さらに、近年の育児観の変化も大きく影響しています。「子どもの気持ちを尊重する」「無理をさせない」「叱らない育児」といった価値観が広がる一方で、親自身が「どこまで制限してよいのか分からない」「嫌われるのが怖い」「否定したくない」という不安を抱えやすくなっています。
ゲームを欲しがる子どもに対して、強く断ることが「子どもの心を傷つける行為」のように感じられ、結果として要求を受け入れてしまう親も少なくありません。
また、ゲームそのものが「悪いものではない」という社会的メッセージが強まっていることも無視できません。
教育的ゲーム、プログラミング教材、オンラインでの友人関係など、ゲームのポジティブな側面が強調される中で、「ゲーム=危険」という感覚が薄れています。
親世代自身がゲームやスマートフォンに親しんでいる場合、リスクを過小評価しやすくなることもあります。
一方で、子ども側の状況を見ると、現代の子どもたちは非常に強いストレス環境に置かれています。
学校では集団適応や評価にさらされ、家庭では親の忙しさを感じ取り、安心して発散できる場が少なくなっています。
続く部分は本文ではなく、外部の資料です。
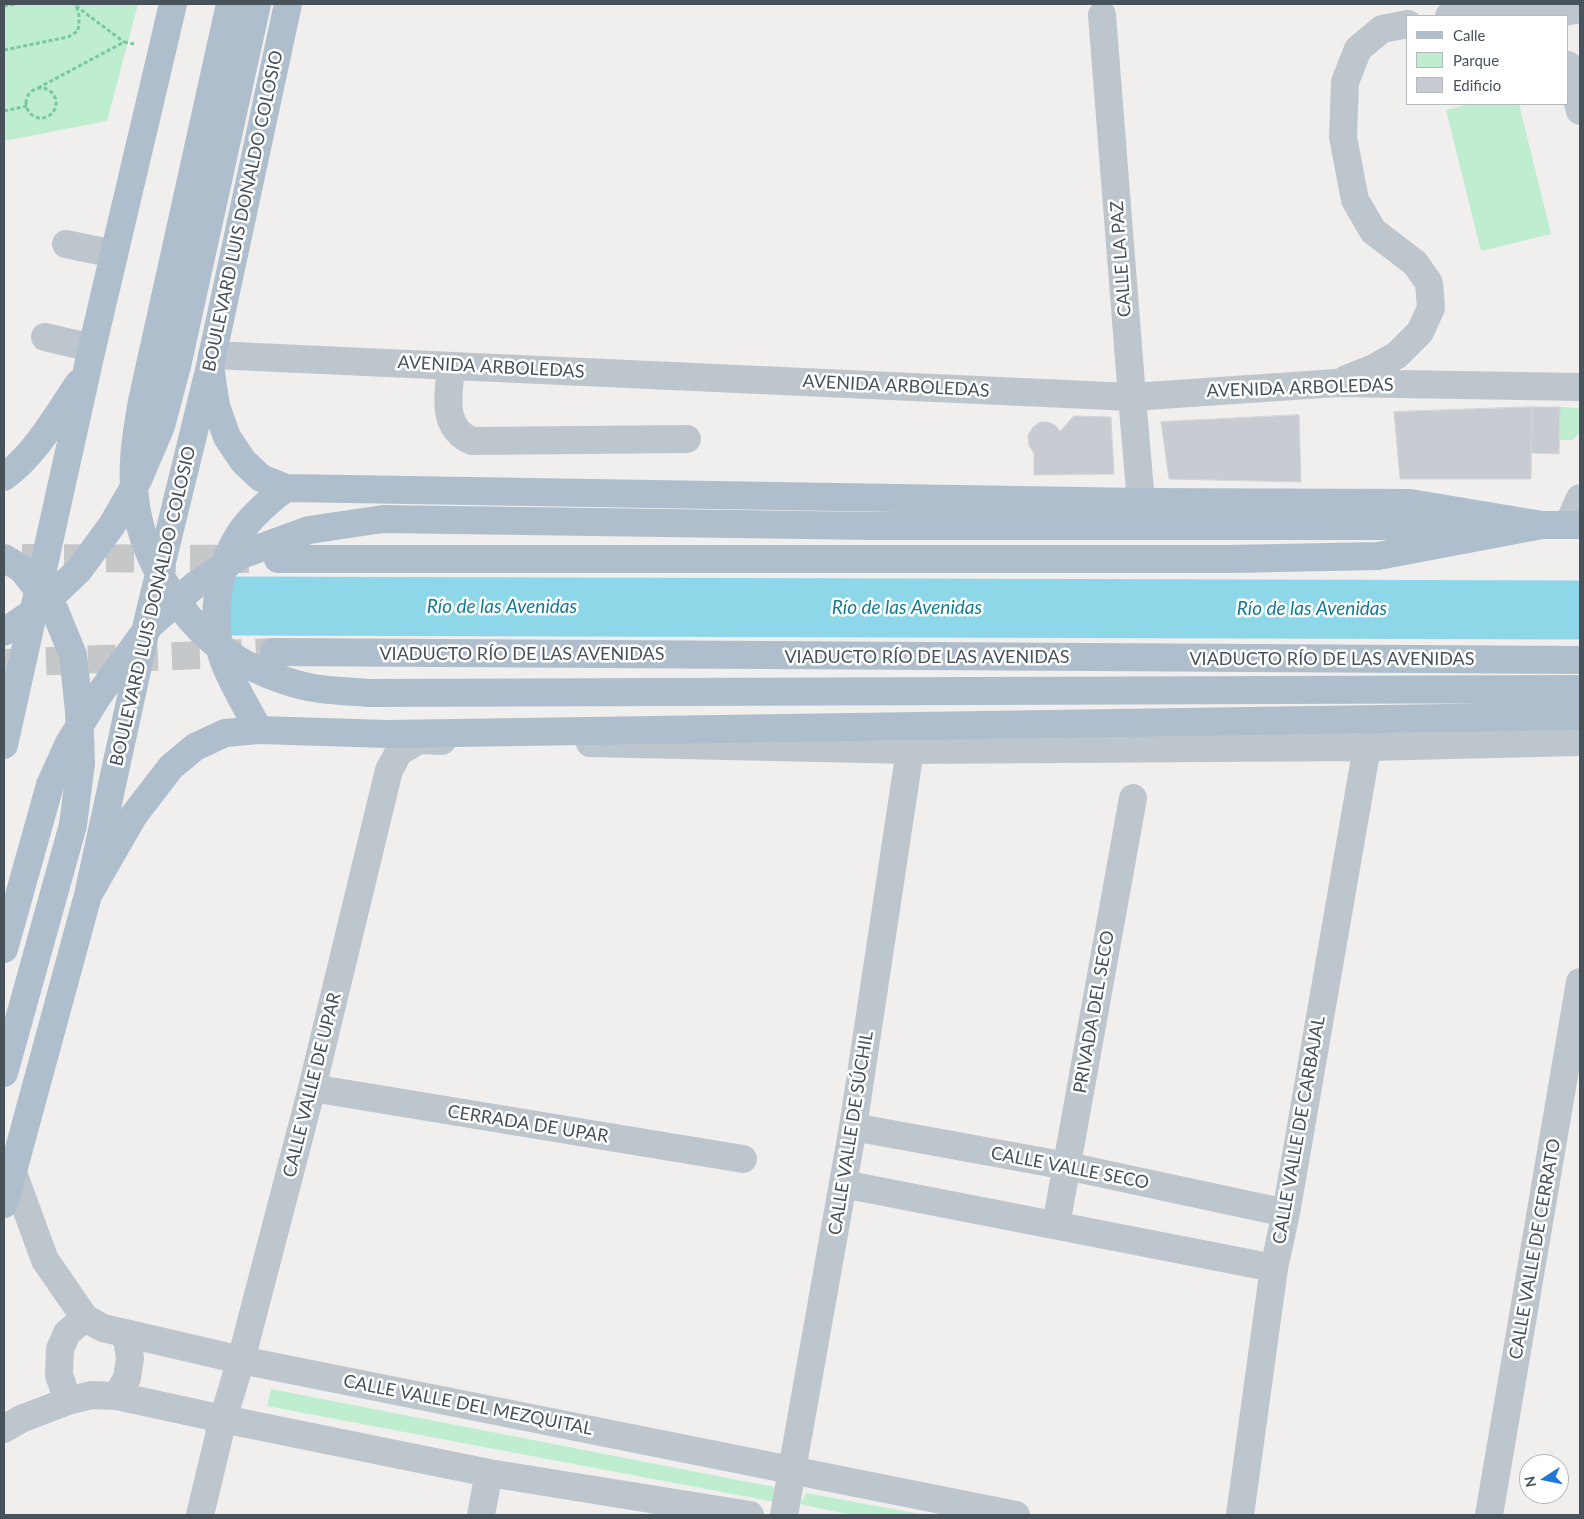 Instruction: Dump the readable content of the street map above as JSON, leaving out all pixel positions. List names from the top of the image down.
{
  "streets": {
    "main road": ["BOULEVARD LUIS DONALDO COLOSIO", "VIADUCTO RÍO DE LAS AVENIDAS"],
    "street": [
      "CALLE LA PAZ",
      "AVENIDA ARBOLEDAS",
      "PRIVADA DEL SECO",
      "CALLE VALLE DE UPAR",
      "CERRADA DE UPAR",
      "CALLE VALLE DE CARBAJAL",
      "CALLE VALLE DE SÚCHIL",
      "CALLE VALLE SECO",
      "CALLE VALLE DE CERRATO",
      "CALLE VALLE DEL MEZQUITAL"
    ]
  },
  "crossings": [
    ["BOULEVARD LUIS DONALDO COLOSIO", "AVENIDA ARBOLEDAS"],
    ["BOULEVARD LUIS DONALDO COLOSIO", "CALLE VALLE DEL MEZQUITAL"],
    ["CALLE LA PAZ", "AVENIDA ARBOLEDAS"],
    ["PRIVADA DEL SECO", "CALLE VALLE SECO"],
    ["CALLE VALLE DE UPAR", "CERRADA DE UPAR"],
    ["CALLE VALLE DE UPAR", "CALLE VALLE DE SÚCHIL"],
    ["CALLE VALLE DE UPAR", "CALLE VALLE DEL MEZQUITAL"],
    ["CALLE VALLE DE CARBAJAL", "CALLE VALLE SECO"],
    ["CALLE VALLE DE SÚCHIL", "CALLE VALLE SECO"],
    ["CALLE VALLE DE SÚCHIL", "CALLE VALLE DEL MEZQUITAL"]
  ],
  "water": ["Río de las Avenidas"],
  "legend": ["Calle", "Parque", "Edificio"],
  "north": "left"
}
特に発達特性を持つ子どもや、不安が強い子どもにとって、ゲームは現実よりも予測可能で、失敗してもやり直せ、否定されない世界です。
そこで得られる達成感や安心感は、現実世界ではなかなか得られないものになっています。
問題は、ゲームを与えたこと自体よりも、その使われ方と位置づけにあります。
ゲームが「時間調整の道具」「感情を鎮めるための手段」「親子関係の代替物」になってしまうと、子どもは次第に、困ったときや不安なときにゲームで気持ちを調整する方法だけを学習していきます。
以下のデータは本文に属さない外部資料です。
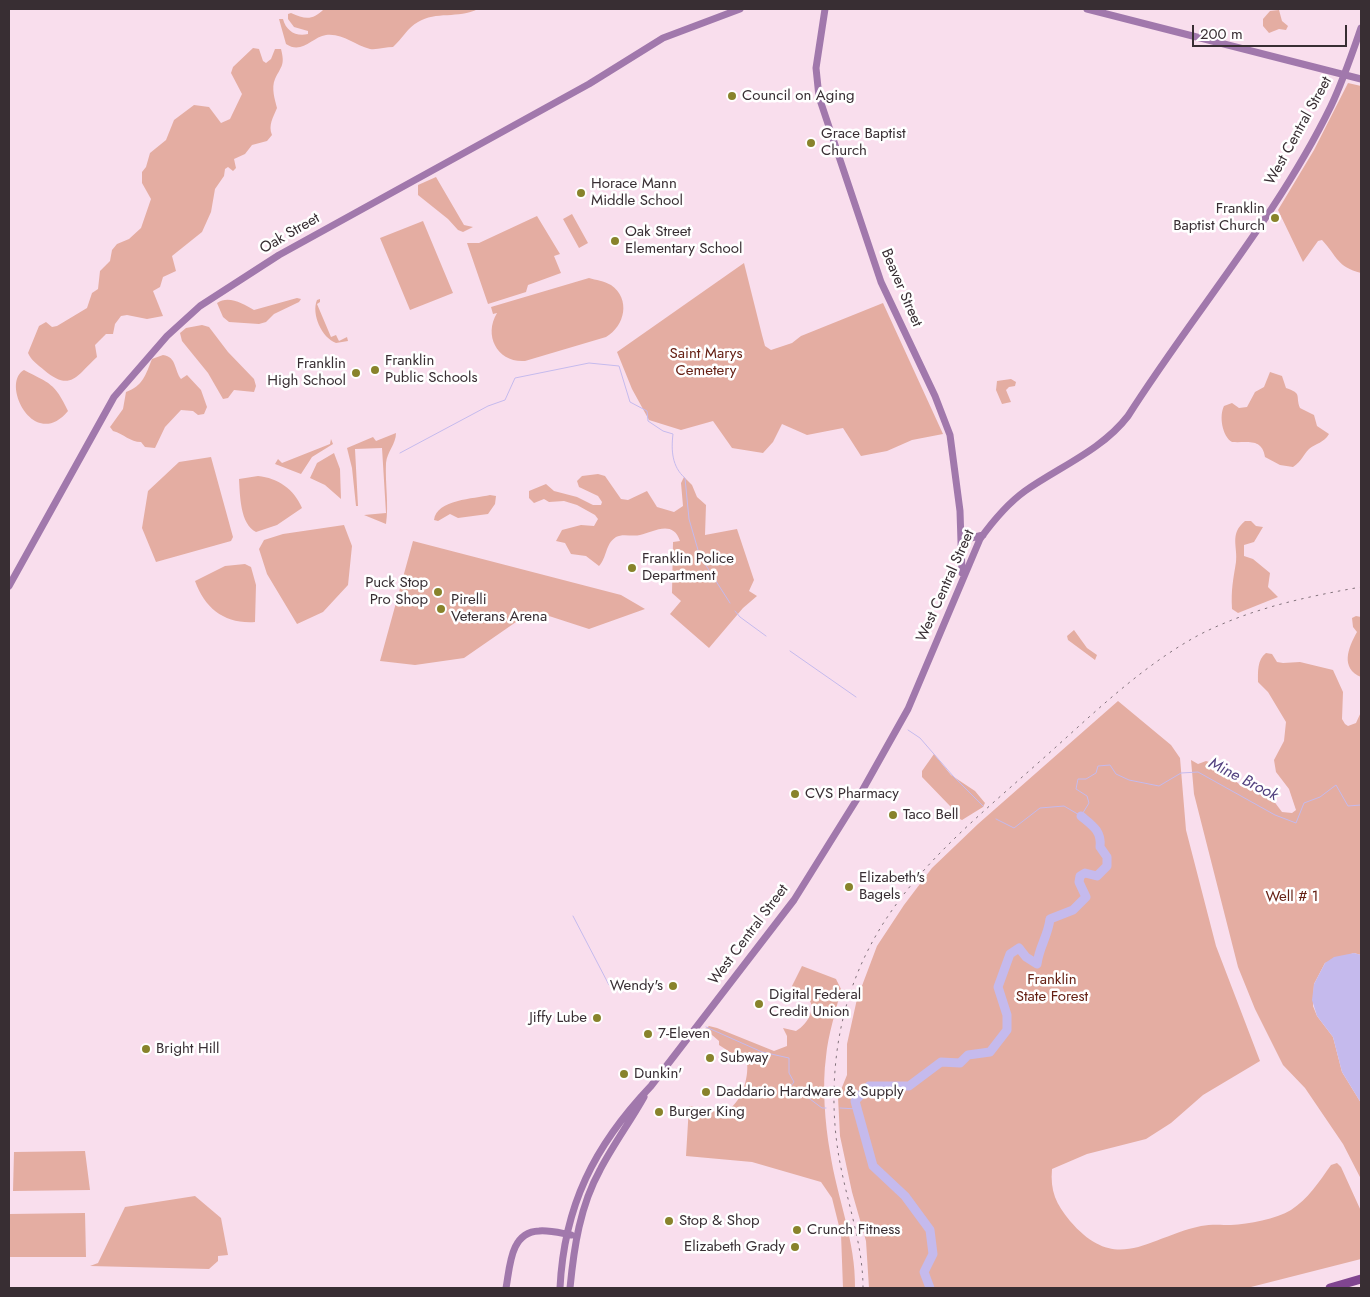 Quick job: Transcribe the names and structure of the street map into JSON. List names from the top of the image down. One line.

その結果、ゲームが唯一のストレス対処手段となり、依存的な使い方へと移行しやすくなります。
そしてゲーム依存が進行すると、生活リズムの乱れ、睡眠不足、現実での成功体験の減少が起こり、学校生活への適応がさらに難しくなります。
学校での失敗や居場所のなさが強まると、子どもはますますゲームの世界へ退避し、不登校という形で現実から距離を取るようになります。
ここに至って初めて、多くの親が「与えなければよかった」と自責の念に駆られますが、この時点ではすでにゲームは単なる娯楽ではなく、心の支えになってしまっています。
臨床の立場から強く感じるのは、ゲーム問題の本質は「ゲーム」ではなく、子どもが安心して感情を出し、失敗し、回復できる現実の居場所がどれだけ用意されているかという点にあります。
親が簡単にゲームを与えてしまうのは、楽をしたいからではなく、他に有効な選択肢を持てないほど、社会全体が親子に厳しい構造になっているからです。
専門家として伝えたいのは、ゲームを一切排除することが解決ではないということです。
大切なのは、ゲームを「一時的な楽しみ」として位置づけ、生活や人との関わり、現実での達成感が主役であり続ける環境をどう取り戻すかです。
親が孤立せず、子どもの困りごとを早い段階で共有できる支援体制があってこそ、ゲームは依存の入口ではなく、健全な余暇の一つとして機能します。
今起きている問題は、親の失敗ではなく、社会全体が向き合うべき子育ての課題なのです。